Turkey, pumpkin pie, and football aren’t the only things that are part of many Americans’ Thanksgiving traditions. Deals and bargain prices have also become a part of the holiday season, and more people are going online to find them.
Cyber Monday—the Monday after Thanksgiving—is one of the biggest online shopping days of the year, providing a golden opportunity for scammers and spammers looking to take advantage of unsuspecting online shoppers. On Cyber Monday, hackers may use tactics like preying on popular keyword searches to lure shoppers to malicious websites, with the goal of collecting financial and personal information.

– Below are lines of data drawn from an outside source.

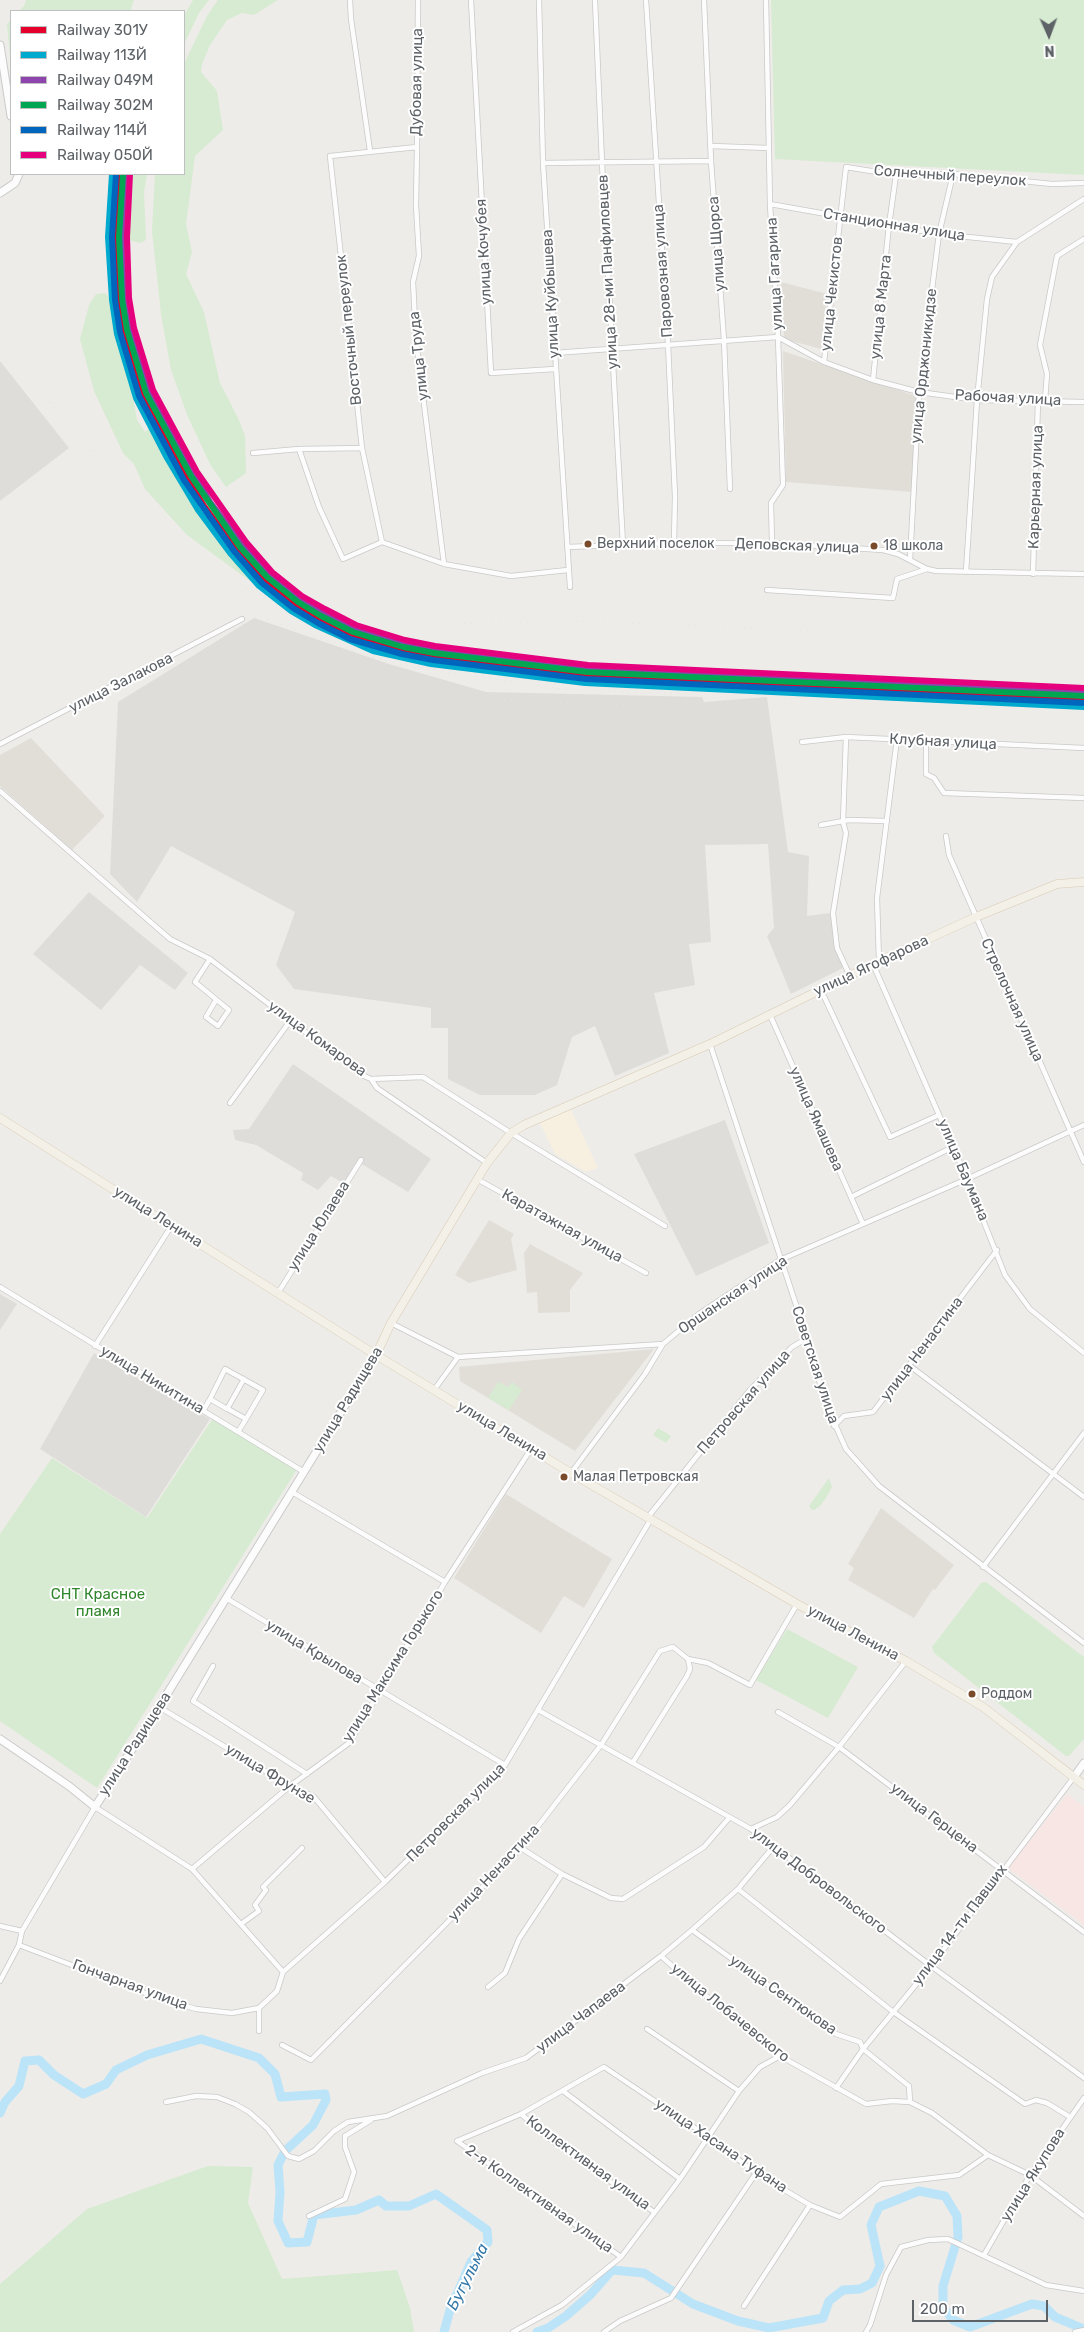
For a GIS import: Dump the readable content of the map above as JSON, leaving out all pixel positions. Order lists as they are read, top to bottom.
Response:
{
  "streets": {
    "main road": ["улица Ягофарова", "улица Ленина", "улица Радищева"],
    "street": [
      "Дубовая улица",
      "Солнечный переулок",
      "Станционная улица",
      "улица Щорса",
      "улица Кочубея",
      "Паровозная улица",
      "улица 28-ми Панфиловцев",
      "улица Гагарина",
      "улица Куйбышева",
      "улица Чекистов",
      "улица 8 Марта",
      "Восточный переулок",
      "улица Труда",
      "улица Орджоникидзе",
      "Рабочая улица",
      "Карьерная улица",
      "Деповская улица",
      "улица Залакова",
      "Клубная улица",
      "Стрелочная улица",
      "улица Комарова",
      "улица Ямашева",
      "улица Баумана",
      "улица Юлаева",
      "Каратажная улица",
      "Оршанская улица",
      "улица Ненастина",
      "Советская улица",
      "улица Никитина",
      "Петровская улица",
      "улица Крылова",
      "улица Максима Горького",
      "улица Фрунзе",
      "улица Герцена",
      "улица Добровольского",
      "улица 14-ти Павших",
      "Гончарная улица",
      "улица Сентюкова",
      "улица Лобачевского",
      "улица Чапаева",
      "улица Хасана Туфана",
      "Коллективная улица",
      "улица Якупова",
      "2-я Коллективная улица"
    ]
  },
  "crossings": [
    ["Дубовая улица", "Восточный переулок"],
    ["Дубовая улица", "улица Труда"],
    ["Солнечный переулок", "улица Чекистов"],
    ["Солнечный переулок", "улица 8 Марта"],
    ["Солнечный переулок", "улица Орджоникидзе"],
    ["Станционная улица", "улица Гагарина"],
    ["Станционная улица", "улица Чекистов"],
    ["Станционная улица", "улица 8 Марта"],
    ["Станционная улица", "улица Орджоникидзе"],
    ["улица Кочубея", "улица Куйбышева"],
    ["Паровозная улица", "Деповская улица"],
    ["улица 28-ми Панфиловцев", "Деповская улица"],
    ["улица Гагарина", "Рабочая улица"],
    ["улица Гагарина", "Деповская улица"],
    ["улица Куйбышева", "Деповская улица"],
    ["улица Чекистов", "Рабочая улица"],
    ["улица 8 Марта", "Рабочая улица"],
    ["улица Орджоникидзе", "Рабочая улица"],
    ["улица Орджоникидзе", "Деповская улица"],
    ["Рабочая улица", "Карьерная улица"],
    ["Карьерная улица", "Деповская улица"],
    ["улица Ягофарова", "Стрелочная улица"],
    ["улица Ягофарова", "улица Ямашева"],
    ["улица Ягофарова", "улица Баумана"],
    ["улица Ягофарова", "Советская улица"],
    ["улица Ягофарова", "улица Радищева"],
    ["Стрелочная улица", "Оршанская улица"],
    ["улица Комарова", "улица Радищева"],
    ["улица Ямашева", "Оршанская улица"],
    ["улица Баумана", "Оршанская улица"],
    ["улица Баумана", "улица Ненастина"],
    ["улица Ленина", "улица Юлаева"],
    ["улица Ленина", "улица Радищева"],
    ["улица Ленина", "Петровская улица"],
    ["улица Ленина", "улица Максима Горького"],
    ["улица Ленина", "улица 14-ти Павших"],
    ["Каратажная улица", "улица Радищева"],
    ["Оршанская улица", "Советская улица"],
    ["улица Ненастина", "Советская улица"],
    ["улица Ненастина", "улица Добровольского"],
    ["Советская улица", "Петровская улица"],
    ["улица Никитина", "улица Радищева"],
    ["улица Радищева", "улица Крылова"],
    ["улица Радищева", "улица Фрунзе"],
    ["Петровская улица", "улица Крылова"],
    ["Петровская улица", "улица Фрунзе"],
    ["Петровская улица", "улица Добровольского"],
    ["улица Крылова", "улица Максима Горького"],
    ["улица Максима Горького", "улица Фрунзе"],
    ["улица Герцена", "улица 14-ти Павших"],
    ["улица Добровольского", "улица 14-ти Павших"],
    ["улица Добровольского", "улица Чапаева"],
    ["улица 14-ти Павших", "улица Сентюкова"],
    ["улица 14-ти Павших", "улица Лобачевского"],
    ["улица Сентюкова", "улица Лобачевского"],
    ["улица Сентюкова", "улица Чапаева"],
    ["улица Лобачевского", "улица Чапаева"],
    ["улица Хасана Туфана", "Коллективная улица"],
    ["улица Хасана Туфана", "2-я Коллективная улица"]
  ],
  "water": ["Бугульма"],
  "parks": ["СНТ Красное пламя"],
  "places": [
    "Верхний поселок",
    "18 школа",
    "Малая Петровская",
    "Роддом"
  ],
  "lines": [
    "rail line 301У",
    "rail line 113Й",
    "rail line 049М",
    "rail line 302М",
    "rail line 114Й",
    "rail line 050Й"
  ],
  "legend": [
    "Railway 301У",
    "Railway 113Й",
    "Railway 049М",
    "Railway 302М",
    "Railway 114Й",
    "Railway 050Й"
  ],
  "scale_bar": "200 m",
  "north": "bottom"
}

These simple tips can help protect your personal information and transactions on Cyber Monday and throughout the holiday season:
- Keep your computer, browser, anti-virus and other critical software up to date.
- Only buy from reputable sites and pay attention to URLs. Malicious websites may look similar to a legitimate site, but the URL may use a variation in spelling or a different domain (e.g., .com vs. .net). Also look in the address box for the "s" in https:// before any transaction. That “s” tells you that the site is taking extra measures to help secure your information.
- Beware of deals that sound too good to be true. Use caution when opening email attachments and do not follow unsolicited web links in email messages and pay special attention to extremely low prices on hard-to-get items.
- Use a credit card instead of a debit card. There are laws to limit your liability for fraudulent credit card charges, and you may not have the same level of protection when using your debit card.
- Keep a record of your order. Retain all documentation from the order in the event your purchase does not ship or if there are unauthorized charges on your bill.
- Check your statements. Keep a record of your purchases and copies of confirmation pages, and compare them to your bank statements. If there is a discrepancy, report it immediately.
Stop.Think.Connect.™ is a national public awareness effort to guide the nation to a higher level of Internet safety and security by educating and empowering Americans to be more vigilant about practicing safe online habits. Cybersecurity is a shared responsibility and we are all called on to ACT or Achieve Cybersecurity Together. For more information, please visit www.dhs.gov/stopthinkconnect.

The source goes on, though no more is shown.